Are these two DataFrames the same? Maybe a better question is for a given row inside of dF1 is it the same as that same row inside of df2. 

Let's take a look. Let's say our critical value here is 0.1 or an Alpha of 10 percent. We're going to compare each column in dF1 to the same numbered column in df2 and we'll report when the p-value isn't less than 10 percent, which means that we have sufficient evidence to say that the columns are different.

In [23]:
# let's write a function called test_columns

def test_columns(alpha=0.1):
    num_diff = 0  # keeping track of how many differ
    for col in df1.columns:
        teststat,pval=ttest_ind(df1[col], df2[col])  # running ttest_ind between the 2 dataframes
        
        if pval <= alpha:
            print("Col {} is statistically significant different at alpha={}, pval={}".format(col, alpha, pval))
            num_diff = num_diff + 1
        
    # printing out some summary stats
    print(("Total number different was {}, which is {}%".format(num_diff, float(num_diff)/len(df1.columns)*100)))
        
test_columns()

Col 2 is statistically significant different at alpha=0.1, pval=0.09969633695485941
Col 3 is statistically significant different at alpha=0.1, pval=0.06325772577048468
Col 6 is statistically significant different at alpha=0.1, pval=0.0017544682178023518
Col 17 is statistically significant different at alpha=0.1, pval=0.04392519775135556
Col 24 is statistically significant different at alpha=0.1, pval=0.06633325846915858
Col 45 is statistically significant different at alpha=0.1, pval=0.09115896653298396
Col 82 is statistically significant different at alpha=0.1, pval=0.06311677530878561
Col 99 is statistically significant different at alpha=0.1, pval=0.08996420340221147
Total number different was 8, which is 8.0%


We see there are a bunch of columns that are different! In fact, that number looks a lot like the alpha value we chose.

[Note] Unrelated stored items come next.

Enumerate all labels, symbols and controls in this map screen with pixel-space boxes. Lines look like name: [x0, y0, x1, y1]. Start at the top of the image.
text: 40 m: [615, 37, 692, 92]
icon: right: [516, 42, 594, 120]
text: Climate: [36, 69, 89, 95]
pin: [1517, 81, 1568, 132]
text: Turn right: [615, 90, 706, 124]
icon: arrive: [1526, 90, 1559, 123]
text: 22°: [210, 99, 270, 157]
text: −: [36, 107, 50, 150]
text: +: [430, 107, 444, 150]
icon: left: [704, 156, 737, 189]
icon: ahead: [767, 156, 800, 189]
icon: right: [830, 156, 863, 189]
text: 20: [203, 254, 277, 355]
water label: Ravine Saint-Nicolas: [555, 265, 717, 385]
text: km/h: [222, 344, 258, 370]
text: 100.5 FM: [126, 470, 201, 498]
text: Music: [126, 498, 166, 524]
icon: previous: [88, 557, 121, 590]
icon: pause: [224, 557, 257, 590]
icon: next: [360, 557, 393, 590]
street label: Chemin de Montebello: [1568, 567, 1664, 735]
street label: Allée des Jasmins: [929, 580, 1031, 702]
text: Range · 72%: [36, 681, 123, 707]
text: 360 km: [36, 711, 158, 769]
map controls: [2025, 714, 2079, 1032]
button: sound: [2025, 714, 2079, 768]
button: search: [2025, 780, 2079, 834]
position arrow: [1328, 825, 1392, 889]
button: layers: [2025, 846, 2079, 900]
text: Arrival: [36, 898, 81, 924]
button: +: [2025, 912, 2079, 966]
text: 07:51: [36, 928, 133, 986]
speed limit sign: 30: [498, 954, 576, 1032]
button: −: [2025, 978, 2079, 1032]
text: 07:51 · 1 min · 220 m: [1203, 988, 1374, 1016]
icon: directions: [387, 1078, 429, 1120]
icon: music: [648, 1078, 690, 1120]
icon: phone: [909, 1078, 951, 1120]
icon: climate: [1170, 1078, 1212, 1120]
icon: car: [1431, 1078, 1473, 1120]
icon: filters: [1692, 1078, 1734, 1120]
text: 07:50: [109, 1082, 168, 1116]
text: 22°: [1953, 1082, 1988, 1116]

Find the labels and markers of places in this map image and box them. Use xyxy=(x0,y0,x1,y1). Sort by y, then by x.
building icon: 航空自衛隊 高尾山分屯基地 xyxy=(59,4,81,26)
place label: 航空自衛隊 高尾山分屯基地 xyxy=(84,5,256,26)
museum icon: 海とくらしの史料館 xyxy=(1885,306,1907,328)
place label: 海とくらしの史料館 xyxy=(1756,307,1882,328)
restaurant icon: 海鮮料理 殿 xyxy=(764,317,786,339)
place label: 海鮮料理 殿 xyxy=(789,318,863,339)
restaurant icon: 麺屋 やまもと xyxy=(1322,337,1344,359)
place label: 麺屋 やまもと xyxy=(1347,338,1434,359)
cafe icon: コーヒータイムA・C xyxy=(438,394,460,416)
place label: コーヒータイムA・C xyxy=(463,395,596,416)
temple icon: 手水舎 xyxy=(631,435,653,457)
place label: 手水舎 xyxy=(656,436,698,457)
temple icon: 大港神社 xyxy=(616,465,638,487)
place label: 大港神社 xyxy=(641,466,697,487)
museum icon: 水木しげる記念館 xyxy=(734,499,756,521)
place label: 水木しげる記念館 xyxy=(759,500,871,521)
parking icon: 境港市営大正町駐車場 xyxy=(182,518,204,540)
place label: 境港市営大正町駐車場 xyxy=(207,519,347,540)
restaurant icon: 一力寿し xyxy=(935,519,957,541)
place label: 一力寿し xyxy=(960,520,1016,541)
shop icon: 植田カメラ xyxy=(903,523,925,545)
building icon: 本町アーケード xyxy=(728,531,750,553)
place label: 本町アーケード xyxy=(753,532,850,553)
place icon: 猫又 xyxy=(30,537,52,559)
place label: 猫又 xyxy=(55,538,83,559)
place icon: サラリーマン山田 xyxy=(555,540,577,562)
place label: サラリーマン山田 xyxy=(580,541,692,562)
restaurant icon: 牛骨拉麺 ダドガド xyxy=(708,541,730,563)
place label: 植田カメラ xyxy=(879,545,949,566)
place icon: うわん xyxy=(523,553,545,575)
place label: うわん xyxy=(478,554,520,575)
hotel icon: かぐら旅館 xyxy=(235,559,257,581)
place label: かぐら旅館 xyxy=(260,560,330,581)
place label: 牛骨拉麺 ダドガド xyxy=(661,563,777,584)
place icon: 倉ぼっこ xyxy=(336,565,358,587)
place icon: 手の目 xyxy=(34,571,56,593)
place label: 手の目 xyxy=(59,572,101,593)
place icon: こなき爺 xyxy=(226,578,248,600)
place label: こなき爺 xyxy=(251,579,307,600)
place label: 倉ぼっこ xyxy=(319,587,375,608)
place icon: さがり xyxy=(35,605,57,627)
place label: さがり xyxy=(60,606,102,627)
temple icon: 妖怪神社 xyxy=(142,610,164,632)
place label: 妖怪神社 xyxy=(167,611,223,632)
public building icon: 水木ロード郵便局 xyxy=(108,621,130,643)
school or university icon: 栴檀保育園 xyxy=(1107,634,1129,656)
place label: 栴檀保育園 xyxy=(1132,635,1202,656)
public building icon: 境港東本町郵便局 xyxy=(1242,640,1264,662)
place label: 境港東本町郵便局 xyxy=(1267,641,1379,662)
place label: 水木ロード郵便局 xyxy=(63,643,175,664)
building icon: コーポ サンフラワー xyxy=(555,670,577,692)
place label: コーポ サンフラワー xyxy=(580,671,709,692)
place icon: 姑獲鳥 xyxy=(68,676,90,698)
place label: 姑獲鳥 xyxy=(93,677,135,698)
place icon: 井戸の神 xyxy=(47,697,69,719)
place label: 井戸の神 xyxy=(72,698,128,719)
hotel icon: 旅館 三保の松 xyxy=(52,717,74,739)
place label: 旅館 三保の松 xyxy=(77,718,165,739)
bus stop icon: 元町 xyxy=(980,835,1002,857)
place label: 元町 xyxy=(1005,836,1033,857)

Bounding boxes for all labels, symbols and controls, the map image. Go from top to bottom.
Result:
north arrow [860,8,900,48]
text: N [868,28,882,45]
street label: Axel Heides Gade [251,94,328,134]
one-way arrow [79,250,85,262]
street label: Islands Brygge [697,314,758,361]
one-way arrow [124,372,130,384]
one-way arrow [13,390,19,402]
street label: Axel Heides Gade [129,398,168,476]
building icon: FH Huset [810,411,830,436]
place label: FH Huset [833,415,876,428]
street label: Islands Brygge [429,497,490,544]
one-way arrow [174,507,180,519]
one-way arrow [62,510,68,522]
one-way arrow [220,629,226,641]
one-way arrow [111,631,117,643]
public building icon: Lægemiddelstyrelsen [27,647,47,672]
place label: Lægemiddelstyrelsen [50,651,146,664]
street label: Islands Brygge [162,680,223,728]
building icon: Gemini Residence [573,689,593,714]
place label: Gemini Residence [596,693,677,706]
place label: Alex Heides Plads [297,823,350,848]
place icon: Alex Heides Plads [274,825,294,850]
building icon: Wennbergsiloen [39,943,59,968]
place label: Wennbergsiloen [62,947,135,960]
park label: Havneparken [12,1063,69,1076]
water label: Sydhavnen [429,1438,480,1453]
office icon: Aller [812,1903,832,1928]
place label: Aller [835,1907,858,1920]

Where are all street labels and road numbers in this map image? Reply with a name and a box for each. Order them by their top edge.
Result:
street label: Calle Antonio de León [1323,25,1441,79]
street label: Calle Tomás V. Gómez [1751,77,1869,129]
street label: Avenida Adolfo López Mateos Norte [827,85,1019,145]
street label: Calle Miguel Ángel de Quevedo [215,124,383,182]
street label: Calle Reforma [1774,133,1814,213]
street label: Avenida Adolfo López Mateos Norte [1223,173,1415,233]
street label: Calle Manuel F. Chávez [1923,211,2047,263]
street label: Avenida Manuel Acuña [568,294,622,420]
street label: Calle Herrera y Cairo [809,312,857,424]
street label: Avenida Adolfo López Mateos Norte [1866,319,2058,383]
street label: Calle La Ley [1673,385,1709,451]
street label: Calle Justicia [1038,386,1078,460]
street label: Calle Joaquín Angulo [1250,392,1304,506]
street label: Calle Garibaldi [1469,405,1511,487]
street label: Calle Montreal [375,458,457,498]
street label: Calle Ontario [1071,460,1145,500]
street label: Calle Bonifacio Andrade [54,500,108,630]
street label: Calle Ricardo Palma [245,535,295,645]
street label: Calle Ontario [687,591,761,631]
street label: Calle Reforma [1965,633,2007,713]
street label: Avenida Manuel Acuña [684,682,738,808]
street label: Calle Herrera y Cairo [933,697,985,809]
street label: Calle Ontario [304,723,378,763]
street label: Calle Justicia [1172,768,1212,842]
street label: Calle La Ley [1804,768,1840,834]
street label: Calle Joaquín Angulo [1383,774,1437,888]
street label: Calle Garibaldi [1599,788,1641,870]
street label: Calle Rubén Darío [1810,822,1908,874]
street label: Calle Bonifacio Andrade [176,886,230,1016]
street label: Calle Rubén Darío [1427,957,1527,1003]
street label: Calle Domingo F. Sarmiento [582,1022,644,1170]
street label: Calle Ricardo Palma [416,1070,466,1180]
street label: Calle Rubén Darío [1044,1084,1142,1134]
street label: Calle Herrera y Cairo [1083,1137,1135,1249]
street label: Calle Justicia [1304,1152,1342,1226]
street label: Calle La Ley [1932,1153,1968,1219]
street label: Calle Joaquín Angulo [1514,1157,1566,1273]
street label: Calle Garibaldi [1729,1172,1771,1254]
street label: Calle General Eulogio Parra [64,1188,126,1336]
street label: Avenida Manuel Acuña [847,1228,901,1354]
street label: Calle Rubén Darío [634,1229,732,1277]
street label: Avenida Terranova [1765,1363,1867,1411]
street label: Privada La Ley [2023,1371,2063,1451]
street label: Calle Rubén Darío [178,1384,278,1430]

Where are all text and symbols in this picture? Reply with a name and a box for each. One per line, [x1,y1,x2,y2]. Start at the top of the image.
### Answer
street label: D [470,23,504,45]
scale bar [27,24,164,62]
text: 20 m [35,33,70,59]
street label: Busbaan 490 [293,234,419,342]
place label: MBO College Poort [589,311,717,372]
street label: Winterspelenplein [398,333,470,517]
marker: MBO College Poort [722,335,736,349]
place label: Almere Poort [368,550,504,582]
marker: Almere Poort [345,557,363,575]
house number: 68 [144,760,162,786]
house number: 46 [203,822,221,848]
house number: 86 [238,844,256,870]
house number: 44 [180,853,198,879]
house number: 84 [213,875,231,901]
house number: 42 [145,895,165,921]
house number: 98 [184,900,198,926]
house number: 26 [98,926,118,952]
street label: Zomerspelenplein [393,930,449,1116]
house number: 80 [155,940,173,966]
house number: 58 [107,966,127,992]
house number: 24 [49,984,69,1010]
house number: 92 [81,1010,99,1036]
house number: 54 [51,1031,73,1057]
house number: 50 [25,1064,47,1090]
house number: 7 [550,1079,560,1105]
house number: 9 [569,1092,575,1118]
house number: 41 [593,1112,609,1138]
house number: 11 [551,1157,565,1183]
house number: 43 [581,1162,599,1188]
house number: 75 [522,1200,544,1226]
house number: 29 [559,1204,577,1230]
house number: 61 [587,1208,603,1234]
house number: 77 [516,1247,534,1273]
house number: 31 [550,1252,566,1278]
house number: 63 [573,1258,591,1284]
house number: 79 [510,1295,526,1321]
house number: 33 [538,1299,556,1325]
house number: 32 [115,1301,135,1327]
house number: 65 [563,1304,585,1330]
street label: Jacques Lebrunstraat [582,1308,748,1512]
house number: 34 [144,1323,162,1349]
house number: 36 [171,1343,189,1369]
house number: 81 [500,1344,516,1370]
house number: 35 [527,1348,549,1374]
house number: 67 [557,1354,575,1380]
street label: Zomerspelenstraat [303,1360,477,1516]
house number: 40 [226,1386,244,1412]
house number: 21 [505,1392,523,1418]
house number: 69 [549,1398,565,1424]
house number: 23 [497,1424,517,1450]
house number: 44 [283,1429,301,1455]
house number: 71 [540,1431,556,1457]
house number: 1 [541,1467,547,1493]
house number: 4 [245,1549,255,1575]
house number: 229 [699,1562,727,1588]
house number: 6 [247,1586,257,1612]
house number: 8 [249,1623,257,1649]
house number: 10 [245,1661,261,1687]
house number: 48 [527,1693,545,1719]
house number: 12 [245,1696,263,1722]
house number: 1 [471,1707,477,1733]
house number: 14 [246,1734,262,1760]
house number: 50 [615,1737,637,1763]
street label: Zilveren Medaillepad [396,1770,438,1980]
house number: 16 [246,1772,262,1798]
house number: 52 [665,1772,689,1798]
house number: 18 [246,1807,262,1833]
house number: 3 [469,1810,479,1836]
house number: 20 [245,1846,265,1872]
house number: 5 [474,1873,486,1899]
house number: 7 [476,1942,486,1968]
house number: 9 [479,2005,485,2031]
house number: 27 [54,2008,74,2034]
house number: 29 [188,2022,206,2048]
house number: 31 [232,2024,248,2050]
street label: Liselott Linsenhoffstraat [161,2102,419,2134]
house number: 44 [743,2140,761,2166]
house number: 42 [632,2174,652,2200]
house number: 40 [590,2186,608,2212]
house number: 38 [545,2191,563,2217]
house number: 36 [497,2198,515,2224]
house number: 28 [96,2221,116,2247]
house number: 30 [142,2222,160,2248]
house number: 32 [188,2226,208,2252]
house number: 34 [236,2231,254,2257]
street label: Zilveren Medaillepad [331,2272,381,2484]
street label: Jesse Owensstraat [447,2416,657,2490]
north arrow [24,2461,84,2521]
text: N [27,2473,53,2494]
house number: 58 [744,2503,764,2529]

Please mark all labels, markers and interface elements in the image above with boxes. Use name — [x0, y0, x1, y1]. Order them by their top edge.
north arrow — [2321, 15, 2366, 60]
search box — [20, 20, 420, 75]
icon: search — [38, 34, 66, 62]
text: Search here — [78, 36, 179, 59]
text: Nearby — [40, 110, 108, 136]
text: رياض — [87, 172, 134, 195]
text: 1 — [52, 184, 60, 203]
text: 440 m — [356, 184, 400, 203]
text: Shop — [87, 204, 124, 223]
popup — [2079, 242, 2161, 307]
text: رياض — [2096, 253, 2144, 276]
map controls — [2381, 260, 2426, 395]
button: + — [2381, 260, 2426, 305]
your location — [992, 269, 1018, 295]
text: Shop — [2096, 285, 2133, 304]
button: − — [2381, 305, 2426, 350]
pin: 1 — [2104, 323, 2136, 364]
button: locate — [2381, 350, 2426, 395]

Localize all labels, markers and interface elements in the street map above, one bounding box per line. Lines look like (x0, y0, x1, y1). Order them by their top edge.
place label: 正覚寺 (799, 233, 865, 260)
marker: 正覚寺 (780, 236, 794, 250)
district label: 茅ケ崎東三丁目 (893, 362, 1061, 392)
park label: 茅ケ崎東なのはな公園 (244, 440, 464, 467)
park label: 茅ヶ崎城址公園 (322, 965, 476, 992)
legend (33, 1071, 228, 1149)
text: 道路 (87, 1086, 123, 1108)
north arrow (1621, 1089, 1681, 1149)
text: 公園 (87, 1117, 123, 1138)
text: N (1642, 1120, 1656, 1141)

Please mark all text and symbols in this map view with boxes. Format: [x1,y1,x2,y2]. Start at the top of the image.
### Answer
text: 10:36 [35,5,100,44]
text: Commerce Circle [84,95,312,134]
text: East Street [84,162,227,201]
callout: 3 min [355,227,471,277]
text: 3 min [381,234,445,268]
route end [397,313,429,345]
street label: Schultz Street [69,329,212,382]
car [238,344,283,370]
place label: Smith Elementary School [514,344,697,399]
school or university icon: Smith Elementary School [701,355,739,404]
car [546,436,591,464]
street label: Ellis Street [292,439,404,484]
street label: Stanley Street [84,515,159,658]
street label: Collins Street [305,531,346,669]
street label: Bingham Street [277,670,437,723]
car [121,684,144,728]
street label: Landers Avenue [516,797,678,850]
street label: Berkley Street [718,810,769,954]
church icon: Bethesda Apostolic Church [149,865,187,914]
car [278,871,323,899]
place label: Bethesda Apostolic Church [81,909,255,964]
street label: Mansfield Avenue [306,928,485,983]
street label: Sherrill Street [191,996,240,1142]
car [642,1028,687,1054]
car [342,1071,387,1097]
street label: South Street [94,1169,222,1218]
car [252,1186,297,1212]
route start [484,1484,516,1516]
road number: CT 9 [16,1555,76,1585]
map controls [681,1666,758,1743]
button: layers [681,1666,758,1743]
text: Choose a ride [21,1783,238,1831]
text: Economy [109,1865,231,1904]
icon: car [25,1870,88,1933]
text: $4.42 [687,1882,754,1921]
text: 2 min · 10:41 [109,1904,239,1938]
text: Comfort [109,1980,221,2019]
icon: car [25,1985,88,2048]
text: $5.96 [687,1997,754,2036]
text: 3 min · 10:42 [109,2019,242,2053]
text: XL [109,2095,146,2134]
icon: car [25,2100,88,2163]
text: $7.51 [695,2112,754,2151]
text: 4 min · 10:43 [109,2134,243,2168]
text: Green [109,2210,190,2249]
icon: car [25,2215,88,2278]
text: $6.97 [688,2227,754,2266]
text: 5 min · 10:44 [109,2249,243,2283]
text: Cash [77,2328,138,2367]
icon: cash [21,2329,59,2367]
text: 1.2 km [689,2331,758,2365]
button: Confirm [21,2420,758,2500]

Remember that all the ttest does is check if two sets are similar given some level of confidence. In this example, we checked 100 columns, so we would expect there to be roughly 10 of them if our alpha was 0.1.

In [24]:
# we can try other alpha values as well
test_columns(0.05)

Col 6 is statistically significant different at alpha=0.05, pval=0.0017544682178023518
Col 17 is statistically significant different at alpha=0.05, pval=0.04392519775135556
Total number different was 2, which is 2.0%


Keep in mind that this p-value isn't magic, that it's a threshold for us when reporting results and trying to answer our hypothesis. What's a reasonable threshold? Depends on our question, and we need to engage domain experts to better understand what they would consider significant.

In [25]:
# just for fun, let's create that second dataframe using a non-normal distribution, We'll arbitrarily chose chi squared

df2 = pd.DataFrame([np.random.chisquare(df=1, size=100) for x in range(100)])
test_columns()

Col 0 is statistically significant different at alpha=0.1, pval=0.001265625162285096
Col 1 is statistically significant different at alpha=0.1, pval=0.0008547622074273447
Col 2 is statistically significant different at alpha=0.1, pval=0.06796241246954407
Col 3 is statistically significant different at alpha=0.1, pval=0.003404428736799194
Col 4 is statistically significant different at alpha=0.1, pval=0.0027439175925184542
Col 5 is statistically significant different at alpha=0.1, pval=4.719753791592969e-06
Col 6 is statistically significant different at alpha=0.1, pval=4.808970715071064e-06
Col 7 is statistically significant different at alpha=0.1, pval=0.03580165476156797
Col 8 is statistically significant different at alpha=0.1, pval=0.003364652381062284
Col 9 is statistically significant different at alpha=0.1, pval=0.016950545893634105
Col 10 is statistically significant different at alpha=0.1, pval=0.005893108928167432
Col 11 is statistically significant different at alpha=0.1, pv

we see that all or most columns test to be statistically significant at the 10% level.